Monday, October 13, 2008 @ 9:36 PM
perhaps i have experienced the true feeling of flight, not literally on the plane, but riding on time, which slips away, a little by a little, a precious moment and another. yet no matter how hard i try to hold on to it, it still flies, and perhaps the true meaning of flight meant leaving behind. time is ticking, and every second counts. does it really?
i had a really weird dream yesterday. i dreamt that someone i love a lot died, and there was nothing i could do. there was this weird empty feeling inside, like your heart's been ripped out and you wonder how you could actually survive. how could it be that you are still breathing when you feel absolute emptiness inside, your heart having died with that person? ever got this feeling of sinking so deep that you know you cant get out whole again? i did. it was horrible. horribly horrific. a feeling i wish no one would ever had to feel.

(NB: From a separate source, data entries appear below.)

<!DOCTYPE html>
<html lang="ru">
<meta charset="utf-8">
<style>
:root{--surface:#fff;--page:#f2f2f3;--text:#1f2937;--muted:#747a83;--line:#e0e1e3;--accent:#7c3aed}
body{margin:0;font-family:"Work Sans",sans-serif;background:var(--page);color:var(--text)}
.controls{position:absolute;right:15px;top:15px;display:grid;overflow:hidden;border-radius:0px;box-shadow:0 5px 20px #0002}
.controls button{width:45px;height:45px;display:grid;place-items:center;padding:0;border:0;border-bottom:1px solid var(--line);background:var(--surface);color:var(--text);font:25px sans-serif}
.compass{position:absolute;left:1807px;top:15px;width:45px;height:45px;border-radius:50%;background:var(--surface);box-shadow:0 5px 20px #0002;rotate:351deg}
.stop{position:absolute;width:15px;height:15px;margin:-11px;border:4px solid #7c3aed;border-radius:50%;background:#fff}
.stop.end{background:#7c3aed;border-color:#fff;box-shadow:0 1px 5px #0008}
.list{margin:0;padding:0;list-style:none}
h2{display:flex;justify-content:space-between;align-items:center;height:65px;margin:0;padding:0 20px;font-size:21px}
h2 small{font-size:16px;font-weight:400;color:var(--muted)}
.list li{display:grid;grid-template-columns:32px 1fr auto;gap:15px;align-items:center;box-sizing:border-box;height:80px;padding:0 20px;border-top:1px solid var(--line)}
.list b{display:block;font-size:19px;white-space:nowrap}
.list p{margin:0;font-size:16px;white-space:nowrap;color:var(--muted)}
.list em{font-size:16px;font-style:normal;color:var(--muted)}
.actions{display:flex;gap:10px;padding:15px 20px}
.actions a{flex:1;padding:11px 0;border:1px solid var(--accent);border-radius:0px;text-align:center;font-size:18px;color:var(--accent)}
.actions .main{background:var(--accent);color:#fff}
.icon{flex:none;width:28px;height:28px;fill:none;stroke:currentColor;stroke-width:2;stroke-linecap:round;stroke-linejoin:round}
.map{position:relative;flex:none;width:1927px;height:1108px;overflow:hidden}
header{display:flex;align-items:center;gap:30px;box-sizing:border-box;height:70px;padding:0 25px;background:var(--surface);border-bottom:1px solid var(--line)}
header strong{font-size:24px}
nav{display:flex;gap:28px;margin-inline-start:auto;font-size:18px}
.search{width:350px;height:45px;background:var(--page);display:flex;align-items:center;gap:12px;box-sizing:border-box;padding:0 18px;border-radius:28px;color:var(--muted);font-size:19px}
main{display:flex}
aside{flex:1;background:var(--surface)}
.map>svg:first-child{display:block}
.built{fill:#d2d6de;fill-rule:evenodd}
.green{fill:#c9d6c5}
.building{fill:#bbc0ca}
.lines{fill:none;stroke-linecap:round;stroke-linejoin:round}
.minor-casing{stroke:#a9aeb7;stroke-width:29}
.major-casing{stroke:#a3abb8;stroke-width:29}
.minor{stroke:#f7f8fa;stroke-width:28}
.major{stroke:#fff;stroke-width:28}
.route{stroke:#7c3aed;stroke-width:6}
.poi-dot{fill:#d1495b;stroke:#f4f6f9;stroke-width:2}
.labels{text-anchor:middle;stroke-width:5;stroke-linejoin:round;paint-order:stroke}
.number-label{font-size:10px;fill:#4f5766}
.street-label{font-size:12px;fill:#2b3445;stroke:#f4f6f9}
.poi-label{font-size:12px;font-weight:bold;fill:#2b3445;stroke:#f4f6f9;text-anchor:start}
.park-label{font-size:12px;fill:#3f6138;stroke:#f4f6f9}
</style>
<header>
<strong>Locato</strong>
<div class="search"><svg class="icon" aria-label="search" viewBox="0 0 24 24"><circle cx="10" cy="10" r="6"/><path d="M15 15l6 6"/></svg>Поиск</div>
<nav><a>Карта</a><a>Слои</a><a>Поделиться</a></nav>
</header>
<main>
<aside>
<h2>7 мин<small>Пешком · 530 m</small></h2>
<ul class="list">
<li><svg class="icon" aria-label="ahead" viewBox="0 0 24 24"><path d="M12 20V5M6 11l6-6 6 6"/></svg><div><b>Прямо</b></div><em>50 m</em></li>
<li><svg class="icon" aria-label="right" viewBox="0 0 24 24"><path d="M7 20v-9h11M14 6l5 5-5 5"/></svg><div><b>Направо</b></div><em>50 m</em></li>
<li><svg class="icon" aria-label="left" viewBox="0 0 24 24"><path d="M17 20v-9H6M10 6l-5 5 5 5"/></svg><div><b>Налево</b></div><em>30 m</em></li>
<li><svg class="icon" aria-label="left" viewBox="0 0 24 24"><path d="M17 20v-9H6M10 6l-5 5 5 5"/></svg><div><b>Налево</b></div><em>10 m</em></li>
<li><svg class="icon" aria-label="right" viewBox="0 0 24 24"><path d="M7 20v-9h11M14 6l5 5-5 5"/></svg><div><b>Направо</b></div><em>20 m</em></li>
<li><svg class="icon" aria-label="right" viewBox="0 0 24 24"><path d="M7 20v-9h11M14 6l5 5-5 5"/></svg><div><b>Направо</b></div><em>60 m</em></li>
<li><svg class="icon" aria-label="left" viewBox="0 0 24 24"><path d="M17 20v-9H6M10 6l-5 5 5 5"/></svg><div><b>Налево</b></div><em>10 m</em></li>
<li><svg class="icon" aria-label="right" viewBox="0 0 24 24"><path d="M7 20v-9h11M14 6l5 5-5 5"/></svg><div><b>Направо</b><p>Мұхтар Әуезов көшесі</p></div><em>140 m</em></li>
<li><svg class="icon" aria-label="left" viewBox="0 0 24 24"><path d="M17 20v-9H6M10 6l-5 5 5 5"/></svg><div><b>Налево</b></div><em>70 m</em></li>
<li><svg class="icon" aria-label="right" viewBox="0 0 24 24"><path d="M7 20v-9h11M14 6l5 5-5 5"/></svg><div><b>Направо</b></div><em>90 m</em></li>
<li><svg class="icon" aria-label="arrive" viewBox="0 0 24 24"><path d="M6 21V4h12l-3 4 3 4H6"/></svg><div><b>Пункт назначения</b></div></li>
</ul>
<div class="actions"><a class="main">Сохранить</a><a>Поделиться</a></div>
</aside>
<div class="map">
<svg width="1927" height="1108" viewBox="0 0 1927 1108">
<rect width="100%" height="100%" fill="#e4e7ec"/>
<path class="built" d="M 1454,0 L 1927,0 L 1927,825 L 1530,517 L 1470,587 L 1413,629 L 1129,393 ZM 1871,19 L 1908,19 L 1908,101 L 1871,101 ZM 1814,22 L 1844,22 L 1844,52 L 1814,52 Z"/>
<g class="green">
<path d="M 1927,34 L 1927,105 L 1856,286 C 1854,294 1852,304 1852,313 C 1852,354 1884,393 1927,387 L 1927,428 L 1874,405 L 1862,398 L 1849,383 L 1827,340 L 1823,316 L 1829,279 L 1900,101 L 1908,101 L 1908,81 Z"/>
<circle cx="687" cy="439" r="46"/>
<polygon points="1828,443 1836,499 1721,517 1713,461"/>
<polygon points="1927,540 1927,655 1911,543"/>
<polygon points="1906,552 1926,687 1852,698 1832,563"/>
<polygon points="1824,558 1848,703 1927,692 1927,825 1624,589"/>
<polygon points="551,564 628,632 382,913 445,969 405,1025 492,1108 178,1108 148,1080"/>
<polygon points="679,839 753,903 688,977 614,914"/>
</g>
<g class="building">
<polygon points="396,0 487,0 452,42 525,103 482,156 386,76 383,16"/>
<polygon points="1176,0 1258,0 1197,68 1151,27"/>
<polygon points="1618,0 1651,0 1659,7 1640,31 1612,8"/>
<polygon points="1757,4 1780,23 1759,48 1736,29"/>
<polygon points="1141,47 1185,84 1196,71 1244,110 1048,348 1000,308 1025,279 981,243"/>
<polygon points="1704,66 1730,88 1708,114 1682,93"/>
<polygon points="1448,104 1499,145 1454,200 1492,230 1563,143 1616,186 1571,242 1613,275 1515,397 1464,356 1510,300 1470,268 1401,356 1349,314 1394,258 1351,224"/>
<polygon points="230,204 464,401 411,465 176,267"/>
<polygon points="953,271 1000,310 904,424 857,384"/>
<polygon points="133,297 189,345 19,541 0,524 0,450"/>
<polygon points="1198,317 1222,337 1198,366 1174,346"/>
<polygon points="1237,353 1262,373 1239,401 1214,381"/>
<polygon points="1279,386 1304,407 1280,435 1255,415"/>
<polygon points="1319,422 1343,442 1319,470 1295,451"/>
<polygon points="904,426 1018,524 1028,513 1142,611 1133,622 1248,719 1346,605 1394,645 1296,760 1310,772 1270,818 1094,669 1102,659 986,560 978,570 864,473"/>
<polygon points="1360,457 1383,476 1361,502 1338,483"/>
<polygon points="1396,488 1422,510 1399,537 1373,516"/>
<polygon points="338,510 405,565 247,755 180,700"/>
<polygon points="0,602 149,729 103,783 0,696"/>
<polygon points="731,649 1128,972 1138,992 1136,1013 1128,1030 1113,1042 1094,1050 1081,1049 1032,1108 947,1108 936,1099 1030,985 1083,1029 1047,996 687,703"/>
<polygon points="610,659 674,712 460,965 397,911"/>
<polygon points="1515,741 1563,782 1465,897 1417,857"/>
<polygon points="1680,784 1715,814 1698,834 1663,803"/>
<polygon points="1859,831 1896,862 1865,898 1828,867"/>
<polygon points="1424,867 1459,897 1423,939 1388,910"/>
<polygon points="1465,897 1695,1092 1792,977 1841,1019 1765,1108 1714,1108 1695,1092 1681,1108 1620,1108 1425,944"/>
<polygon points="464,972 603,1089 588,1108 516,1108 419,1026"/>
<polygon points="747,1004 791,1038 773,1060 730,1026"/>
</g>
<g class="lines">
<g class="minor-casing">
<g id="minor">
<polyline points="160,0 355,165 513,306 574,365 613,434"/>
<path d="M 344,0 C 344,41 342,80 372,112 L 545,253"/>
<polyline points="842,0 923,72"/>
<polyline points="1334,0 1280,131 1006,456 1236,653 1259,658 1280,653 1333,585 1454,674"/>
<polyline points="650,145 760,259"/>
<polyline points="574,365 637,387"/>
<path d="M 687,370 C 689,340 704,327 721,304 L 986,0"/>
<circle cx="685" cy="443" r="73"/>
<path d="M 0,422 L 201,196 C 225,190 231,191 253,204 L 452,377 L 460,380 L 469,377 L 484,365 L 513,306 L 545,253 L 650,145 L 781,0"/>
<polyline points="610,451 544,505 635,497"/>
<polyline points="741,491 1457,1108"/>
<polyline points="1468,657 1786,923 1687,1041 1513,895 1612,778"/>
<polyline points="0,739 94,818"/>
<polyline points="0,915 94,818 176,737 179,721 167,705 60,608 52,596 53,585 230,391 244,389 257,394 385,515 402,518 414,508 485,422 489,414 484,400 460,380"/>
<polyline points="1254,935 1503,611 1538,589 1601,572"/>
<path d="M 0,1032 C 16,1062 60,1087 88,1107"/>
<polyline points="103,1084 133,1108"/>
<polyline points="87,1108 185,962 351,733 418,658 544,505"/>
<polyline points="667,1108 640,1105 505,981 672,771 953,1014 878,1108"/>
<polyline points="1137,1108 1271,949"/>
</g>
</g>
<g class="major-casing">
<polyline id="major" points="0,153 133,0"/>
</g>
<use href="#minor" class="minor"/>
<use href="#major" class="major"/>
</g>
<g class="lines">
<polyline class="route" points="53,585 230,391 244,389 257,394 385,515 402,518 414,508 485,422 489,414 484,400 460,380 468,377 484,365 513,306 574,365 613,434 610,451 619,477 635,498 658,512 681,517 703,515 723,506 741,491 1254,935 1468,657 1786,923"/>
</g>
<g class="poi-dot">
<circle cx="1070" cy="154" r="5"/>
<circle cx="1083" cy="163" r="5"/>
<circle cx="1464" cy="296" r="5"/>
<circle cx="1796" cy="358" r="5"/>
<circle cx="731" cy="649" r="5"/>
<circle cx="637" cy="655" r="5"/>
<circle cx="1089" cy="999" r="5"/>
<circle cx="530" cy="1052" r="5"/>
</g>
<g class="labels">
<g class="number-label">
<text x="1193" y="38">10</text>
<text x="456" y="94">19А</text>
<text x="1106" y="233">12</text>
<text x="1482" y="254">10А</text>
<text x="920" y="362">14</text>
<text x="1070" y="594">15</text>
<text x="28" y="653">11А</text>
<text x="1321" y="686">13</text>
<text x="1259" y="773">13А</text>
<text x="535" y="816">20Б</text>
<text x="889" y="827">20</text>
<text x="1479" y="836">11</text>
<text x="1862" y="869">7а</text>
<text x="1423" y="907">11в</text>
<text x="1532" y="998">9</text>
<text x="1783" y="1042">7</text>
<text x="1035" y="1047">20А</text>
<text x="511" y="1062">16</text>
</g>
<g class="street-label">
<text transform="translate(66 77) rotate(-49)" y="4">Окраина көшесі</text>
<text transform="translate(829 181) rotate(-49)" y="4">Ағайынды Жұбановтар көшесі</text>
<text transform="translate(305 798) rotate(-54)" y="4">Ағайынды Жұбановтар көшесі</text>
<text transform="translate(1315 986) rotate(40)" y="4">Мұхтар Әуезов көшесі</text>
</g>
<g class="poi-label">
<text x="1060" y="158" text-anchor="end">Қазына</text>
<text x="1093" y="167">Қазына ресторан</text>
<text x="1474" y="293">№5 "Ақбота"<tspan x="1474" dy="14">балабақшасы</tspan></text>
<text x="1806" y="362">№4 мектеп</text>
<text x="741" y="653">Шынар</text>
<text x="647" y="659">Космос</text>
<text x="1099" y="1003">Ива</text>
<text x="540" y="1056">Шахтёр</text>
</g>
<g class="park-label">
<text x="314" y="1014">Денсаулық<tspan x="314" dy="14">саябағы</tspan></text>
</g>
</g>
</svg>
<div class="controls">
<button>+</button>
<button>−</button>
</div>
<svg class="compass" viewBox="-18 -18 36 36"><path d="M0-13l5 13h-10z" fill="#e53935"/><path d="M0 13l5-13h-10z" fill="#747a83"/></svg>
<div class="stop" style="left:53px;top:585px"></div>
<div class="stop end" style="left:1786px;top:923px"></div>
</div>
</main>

someone told me that by saying it, it can dissipate the bad aura of the dream, so i'm writing it here, for that to break into tiny fragments that i can treat it was a figment of my imagination, never happening before. i woke up with a start and i was actually crying. absurd, you might think, crying because of a dream. but if you've dreamt of something similiar you would have had related with that same feeling... the intensity of the pain, the dreadfulness of loss.
maybe this was a signal for me to treasure the people around me and never let them go? or maybe its trying to tell me that that person is important to me? unknowingly when you begin to give, you receive too. separation is only hard because it makes it seem like a pair of conjoined twin, only that you cant see the part that's joint, so separation is made all the more harder.
to the few who'll ever read this post- love the people around you and treasure every moment cause you wont know when it'll be the last. you dont want to be left sorry and guilty when that person is no longer there.
life's greatest pleasure is really life's simplest joy.
lucks to everyone for your o levels!